$X_t$ is a process defined by an SDE:
$d X_t=\mu\left(t, X_t\right) d t+\sigma\left(t, X_t\right) d B_t$
Under the global Lipschitz continuity and linear growth conditions, suppose that $E\left[\|\xi\|^{2 p}\right]$ is finite for some $p \geq 1$. Show that for any finite $T>0$, there exists a constant $C$, depending only on $K, T, p$, such that $$ E\left[\sup _{0 \leq t \leq T}\left\|X_t\right\|^{2 p}\right] \leq C\left(1+E\left[\|\xi\|^{2 p}\right]\right) . $$
Does this estimate still hold if global Lipschitz continuity is replaced by local Lipschitz continuity while the linear growth condition remains unchanged?
Hint: Use the following vector inequality $\left(\left|a_1\right|+\cdots+\left|a_n\right|\right)^{2 p} \leq n^{2 p}\left(\left|a_1\right|^{2 p}+\cdots+\left|a_n\right|^{2 p}\right)$.

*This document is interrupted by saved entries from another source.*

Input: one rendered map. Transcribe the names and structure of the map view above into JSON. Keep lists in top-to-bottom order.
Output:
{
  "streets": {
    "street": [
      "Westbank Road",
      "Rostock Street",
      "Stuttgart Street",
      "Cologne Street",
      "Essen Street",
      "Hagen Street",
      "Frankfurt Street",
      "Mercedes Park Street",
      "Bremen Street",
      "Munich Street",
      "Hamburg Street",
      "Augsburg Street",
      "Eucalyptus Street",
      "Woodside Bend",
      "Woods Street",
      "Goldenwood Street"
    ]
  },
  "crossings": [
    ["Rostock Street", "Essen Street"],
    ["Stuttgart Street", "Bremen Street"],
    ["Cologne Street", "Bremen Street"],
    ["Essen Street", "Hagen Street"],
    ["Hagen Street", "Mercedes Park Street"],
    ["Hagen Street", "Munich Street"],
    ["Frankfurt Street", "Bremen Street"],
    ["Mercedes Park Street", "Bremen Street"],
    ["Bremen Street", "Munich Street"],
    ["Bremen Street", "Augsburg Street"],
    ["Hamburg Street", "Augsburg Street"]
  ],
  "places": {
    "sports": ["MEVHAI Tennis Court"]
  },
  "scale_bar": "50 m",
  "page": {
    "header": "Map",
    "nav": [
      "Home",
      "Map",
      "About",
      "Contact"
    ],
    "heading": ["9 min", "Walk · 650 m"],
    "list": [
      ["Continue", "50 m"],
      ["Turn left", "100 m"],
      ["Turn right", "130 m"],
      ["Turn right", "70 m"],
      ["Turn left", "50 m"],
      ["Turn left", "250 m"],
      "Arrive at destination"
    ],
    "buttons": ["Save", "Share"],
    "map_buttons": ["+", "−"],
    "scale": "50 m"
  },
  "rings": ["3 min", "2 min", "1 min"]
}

A related theorem and conclusions are:
Theorem (existence of strong solutions). Suppose $\mu, \sigma$ satisfy the global Lipschitz and linear growth conditions $$ \begin{aligned} & \|\mu(t, x)-\mu(t, y)\|+\|\sigma(t, x)-\sigma(t, y)\| \leq K\|x-y\|, \\ & \|\mu(t, x)\|^2+\|\sigma(t, x)\|^2 \leq K^2\left(1+\|x\|^2\right), \end{aligned} $$ for every $t \geq 0$ and $x, y \in \mathbb{R}^n$. Let $\xi$ be a $\mathbb{R}^n$ random vector, independent of $B$, and with finite second moment $E\left[\|\xi\|^2\right]<\infty$. Then there exists a continuous, adapted process $X$ which is a strong solution of equation (1) with initial condition $\xi$. Moreover, this process is squareintegrable: for any finite $T>0$, there exists a constant $C$, depending only on $K$ and $T$, such that $$ E\left[\left\|X_t\right\|^2\right] \leq C\left(1+E\left[\|\xi\|^2\right]\right) e^{C t}, 0 \leq t \leq T . $$
Remark 1. Global Lipschitz continuity implies linear growth. To see this, just set $y=0$ in the Lipschitz continuity condition and we obtain $$ \begin{aligned} \|\mu(t, x)\| & \leq\|\mu(t, 0)\|+K\|x\|, \\ \|\sigma(t, x)\| & \leq\|\sigma(t, 0)\|+K\|x\| . \end{aligned} $$
If we replace global Lipschitz continuity by local Lipschitz continuity in Theorem 2 while keeping the other conditions, the conclusions of Theorem 2 still hold (Friedman (1975), Chapter 5, Theorem 2.2). The proof is based on localizing the initial condition and $\mu(t, x)$ and $\sigma(t, x)$.
In class I learned about the proof of the global Lipschitz + linear growth version as below, and I tried to replicate that but I'm not quite sure how these conditions play a role, especially when changing to local Lipschitz:
For $0 \leq t \leq T$, $$E\left[\left\|x_t^{(k+1)}\right\|^2\right] \leqslant 9 E\left[\|\xi\|^2\right]+9 K^{\top} \int_0^t\left(1+E\left[\left\|X_s^{(k)}\right\|^2\right]\right) ds$$
Let $$C=\max (9,9 T K^2, 9 T^2 K^2 ).$$ we have
$$E\left[\left\|X_t^{(k)}\right\|^2\right] \leqslant C\left(1+E\left[\|\xi\|^2\right]\right)+C \int_0^t E\left[\left\|X_s^{(k)}\right\|^2\right] d s$$
$$\leqslant C\left(1+E\left[\|\xi\|^2\right]\right)+C \cdot C\left(1+E\left[\|\xi\|^2\right]\right) t$$
$$+C \int_0^t C \int_0^1 E\left[\left\|X_u^{(k-1)}\right\|^2\right] d u d s$$
Applying the estimate repeatedly
$$\leqslant C\left(1+E\left[\|\xi\|^2\right]\right)\left(1+ C t+\cdots+\frac{(C t)^{k+1}}{(k+1) !}\right)$$
$$\leqslant C\left(1+E\left[\|\xi\|^2\right]\right) e^{C t}$$